# ENTRIES PROVIDED
::::::::

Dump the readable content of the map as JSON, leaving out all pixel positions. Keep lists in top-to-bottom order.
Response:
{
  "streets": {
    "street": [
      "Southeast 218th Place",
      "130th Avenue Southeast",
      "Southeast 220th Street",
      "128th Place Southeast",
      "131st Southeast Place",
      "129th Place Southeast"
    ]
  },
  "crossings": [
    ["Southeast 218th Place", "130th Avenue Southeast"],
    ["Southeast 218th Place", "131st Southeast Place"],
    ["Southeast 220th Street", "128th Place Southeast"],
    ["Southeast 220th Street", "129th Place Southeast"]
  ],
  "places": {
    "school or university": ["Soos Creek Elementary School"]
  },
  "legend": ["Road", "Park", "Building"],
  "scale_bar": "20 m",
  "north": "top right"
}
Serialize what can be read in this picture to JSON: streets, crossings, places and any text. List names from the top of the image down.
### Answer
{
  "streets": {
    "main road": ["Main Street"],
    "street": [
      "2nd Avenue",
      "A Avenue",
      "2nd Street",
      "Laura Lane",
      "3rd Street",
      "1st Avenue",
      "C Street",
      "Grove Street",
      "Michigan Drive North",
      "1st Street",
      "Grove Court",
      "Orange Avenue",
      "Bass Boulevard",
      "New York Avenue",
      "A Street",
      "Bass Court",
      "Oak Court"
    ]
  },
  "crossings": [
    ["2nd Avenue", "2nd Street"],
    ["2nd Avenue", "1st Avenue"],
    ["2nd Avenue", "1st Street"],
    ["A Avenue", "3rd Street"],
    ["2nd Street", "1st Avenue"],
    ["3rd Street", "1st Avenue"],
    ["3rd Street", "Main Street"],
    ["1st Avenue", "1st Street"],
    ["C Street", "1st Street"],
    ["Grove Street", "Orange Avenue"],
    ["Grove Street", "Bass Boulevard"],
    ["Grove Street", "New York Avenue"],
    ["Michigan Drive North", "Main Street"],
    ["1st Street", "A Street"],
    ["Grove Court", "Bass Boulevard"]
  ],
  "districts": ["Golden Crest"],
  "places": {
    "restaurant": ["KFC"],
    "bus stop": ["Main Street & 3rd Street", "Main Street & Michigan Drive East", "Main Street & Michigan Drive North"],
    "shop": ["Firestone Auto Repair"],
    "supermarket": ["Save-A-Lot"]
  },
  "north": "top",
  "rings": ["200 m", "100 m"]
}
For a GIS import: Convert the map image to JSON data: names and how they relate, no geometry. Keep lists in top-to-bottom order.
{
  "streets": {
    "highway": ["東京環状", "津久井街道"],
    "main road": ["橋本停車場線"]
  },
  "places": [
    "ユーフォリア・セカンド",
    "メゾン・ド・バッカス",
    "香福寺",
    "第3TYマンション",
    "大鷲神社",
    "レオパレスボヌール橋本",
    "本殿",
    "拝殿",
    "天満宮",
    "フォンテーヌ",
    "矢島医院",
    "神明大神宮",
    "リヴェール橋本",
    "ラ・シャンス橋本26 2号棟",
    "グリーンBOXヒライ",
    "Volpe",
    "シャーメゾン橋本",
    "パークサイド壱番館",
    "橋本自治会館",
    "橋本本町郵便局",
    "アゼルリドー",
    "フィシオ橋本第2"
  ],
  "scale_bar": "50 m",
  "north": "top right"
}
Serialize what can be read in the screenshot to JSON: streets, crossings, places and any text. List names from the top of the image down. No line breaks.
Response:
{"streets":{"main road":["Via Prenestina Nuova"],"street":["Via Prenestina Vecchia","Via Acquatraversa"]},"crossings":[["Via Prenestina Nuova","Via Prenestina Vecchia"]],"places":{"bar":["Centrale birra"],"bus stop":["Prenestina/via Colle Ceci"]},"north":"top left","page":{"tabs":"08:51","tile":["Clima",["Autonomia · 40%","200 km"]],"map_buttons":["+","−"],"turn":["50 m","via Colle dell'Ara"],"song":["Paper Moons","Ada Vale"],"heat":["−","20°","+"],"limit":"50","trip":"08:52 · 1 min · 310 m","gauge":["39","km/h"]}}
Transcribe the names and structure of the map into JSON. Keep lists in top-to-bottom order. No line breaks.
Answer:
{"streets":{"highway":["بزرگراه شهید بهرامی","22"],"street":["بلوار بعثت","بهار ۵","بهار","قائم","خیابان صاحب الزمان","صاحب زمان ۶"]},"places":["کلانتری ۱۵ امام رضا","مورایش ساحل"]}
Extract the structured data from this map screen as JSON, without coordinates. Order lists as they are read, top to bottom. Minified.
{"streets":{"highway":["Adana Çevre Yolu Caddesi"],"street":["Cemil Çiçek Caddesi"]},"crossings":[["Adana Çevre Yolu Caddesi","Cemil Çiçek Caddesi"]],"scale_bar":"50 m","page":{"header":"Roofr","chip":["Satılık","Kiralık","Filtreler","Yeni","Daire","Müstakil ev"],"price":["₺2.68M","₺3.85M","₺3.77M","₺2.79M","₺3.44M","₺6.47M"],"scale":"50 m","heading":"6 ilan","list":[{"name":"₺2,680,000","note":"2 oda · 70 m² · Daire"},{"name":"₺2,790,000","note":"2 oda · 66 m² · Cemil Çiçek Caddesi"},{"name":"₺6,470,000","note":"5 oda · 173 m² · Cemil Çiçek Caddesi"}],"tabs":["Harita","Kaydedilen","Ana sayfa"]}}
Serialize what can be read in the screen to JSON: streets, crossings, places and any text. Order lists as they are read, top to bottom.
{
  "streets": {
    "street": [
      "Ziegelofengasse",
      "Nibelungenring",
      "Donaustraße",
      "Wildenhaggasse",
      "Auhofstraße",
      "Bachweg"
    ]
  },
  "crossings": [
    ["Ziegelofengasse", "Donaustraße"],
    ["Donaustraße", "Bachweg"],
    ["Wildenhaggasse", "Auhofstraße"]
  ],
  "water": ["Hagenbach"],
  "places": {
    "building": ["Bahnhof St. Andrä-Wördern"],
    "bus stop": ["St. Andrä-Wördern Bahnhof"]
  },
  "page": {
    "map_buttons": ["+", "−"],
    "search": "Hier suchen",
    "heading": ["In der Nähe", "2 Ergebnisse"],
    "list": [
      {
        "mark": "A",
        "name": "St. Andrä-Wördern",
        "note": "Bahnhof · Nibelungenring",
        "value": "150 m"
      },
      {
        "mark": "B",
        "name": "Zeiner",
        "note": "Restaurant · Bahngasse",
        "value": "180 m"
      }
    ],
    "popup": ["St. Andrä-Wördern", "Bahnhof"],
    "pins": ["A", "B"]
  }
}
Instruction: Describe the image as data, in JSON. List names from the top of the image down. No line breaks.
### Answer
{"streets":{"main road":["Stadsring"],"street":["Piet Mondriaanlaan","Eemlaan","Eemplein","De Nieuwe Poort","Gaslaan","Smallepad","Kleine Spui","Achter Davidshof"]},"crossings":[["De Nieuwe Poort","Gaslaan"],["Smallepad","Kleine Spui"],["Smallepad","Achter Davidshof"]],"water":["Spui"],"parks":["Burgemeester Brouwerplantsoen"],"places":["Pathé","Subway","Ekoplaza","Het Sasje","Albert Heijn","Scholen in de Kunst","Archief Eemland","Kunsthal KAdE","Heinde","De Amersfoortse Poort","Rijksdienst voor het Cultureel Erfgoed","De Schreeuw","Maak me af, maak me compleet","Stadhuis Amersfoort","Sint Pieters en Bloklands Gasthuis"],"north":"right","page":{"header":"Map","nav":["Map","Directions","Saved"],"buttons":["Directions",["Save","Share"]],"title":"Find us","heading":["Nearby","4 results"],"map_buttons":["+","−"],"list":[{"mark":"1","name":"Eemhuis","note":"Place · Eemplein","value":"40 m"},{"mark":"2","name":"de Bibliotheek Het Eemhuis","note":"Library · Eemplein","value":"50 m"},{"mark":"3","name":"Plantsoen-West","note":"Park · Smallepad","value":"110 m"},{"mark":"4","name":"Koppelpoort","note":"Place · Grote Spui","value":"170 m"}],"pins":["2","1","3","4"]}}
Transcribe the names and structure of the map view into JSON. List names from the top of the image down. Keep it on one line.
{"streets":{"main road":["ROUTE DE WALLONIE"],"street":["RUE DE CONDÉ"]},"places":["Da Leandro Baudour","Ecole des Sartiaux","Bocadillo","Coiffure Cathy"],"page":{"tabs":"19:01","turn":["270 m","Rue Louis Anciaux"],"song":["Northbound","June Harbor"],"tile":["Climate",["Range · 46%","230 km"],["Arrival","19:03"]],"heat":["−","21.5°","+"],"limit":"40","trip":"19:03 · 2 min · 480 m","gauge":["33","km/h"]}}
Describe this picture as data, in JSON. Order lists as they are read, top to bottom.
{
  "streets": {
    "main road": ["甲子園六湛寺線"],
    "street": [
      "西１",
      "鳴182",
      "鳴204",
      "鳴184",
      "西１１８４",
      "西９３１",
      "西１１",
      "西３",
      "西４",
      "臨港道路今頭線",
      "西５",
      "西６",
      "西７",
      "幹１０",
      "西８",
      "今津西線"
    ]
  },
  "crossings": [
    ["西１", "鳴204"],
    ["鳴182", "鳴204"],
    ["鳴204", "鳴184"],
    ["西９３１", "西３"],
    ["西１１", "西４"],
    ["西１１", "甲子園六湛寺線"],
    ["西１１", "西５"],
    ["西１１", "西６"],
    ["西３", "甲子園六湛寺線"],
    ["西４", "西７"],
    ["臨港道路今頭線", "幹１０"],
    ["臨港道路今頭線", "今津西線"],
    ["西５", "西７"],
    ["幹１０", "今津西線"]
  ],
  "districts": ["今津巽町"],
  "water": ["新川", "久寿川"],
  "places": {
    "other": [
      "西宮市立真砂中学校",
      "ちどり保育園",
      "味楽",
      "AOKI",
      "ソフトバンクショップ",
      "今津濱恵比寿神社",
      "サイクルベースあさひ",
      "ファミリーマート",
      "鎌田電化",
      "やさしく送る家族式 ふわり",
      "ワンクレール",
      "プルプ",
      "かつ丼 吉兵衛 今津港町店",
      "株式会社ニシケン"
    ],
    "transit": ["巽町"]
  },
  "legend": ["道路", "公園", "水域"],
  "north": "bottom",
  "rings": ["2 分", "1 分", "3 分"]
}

::::::::

# TASK
After reading the material above, tally the lines that include the string "breaks" and give only the number.

# COMPLETED TASK
3